The pictures are to be left out when the listing below is reproduced word for word.

** Opening Input data block **

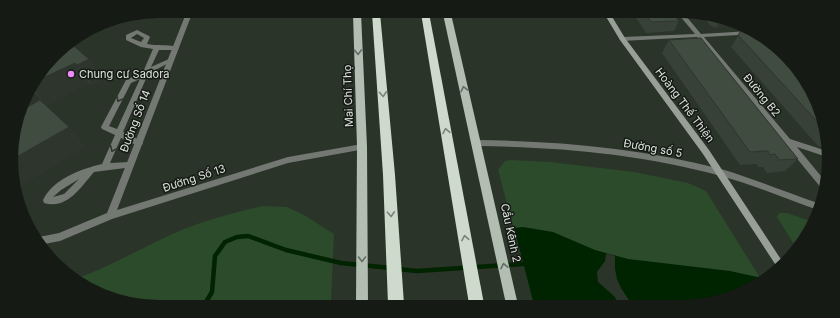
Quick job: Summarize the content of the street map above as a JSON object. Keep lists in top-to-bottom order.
{
  "streets": {
    "main road": ["Mai Chí Thọ", "Cầu Kênh 2"],
    "street": [
      "Đường B2",
      "Hoàng Thế Thiện",
      "Đường Số 14",
      "Đường số 5",
      "Đường Số 13"
    ]
  },
  "crossings": [
    ["Mai Chí Thọ", "Đường Số 13"],
    ["Hoàng Thế Thiện", "Đường số 5"],
    ["Đường Số 14", "Đường Số 13"],
    ["Đường số 5", "Cầu Kênh 2"]
  ],
  "one_way": ["Mai Chí Thọ", "Cầu Kênh 2"],
  "places": ["Chung cư Sadora"]
}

** Closing Input data block **

* [Solution to this task]:
Quick job: Summarize the content of the street map above as a JSON object. Keep lists in top-to-bottom order.
{
  "streets": {
    "main road": ["Mai Chí Thọ", "Cầu Kênh 2"],
    "street": [
      "Đường B2",
      "Hoàng Thế Thiện",
      "Đường Số 14",
      "Đường số 5",
      "Đường Số 13"
    ]
  },
  "crossings": [
    ["Mai Chí Thọ", "Đường Số 13"],
    ["Hoàng Thế Thiện", "Đường số 5"],
    ["Đường Số 14", "Đường Số 13"],
    ["Đường số 5", "Cầu Kênh 2"]
  ],
  "one_way": ["Mai Chí Thọ", "Cầu Kênh 2"],
  "places": ["Chung cư Sadora"]
}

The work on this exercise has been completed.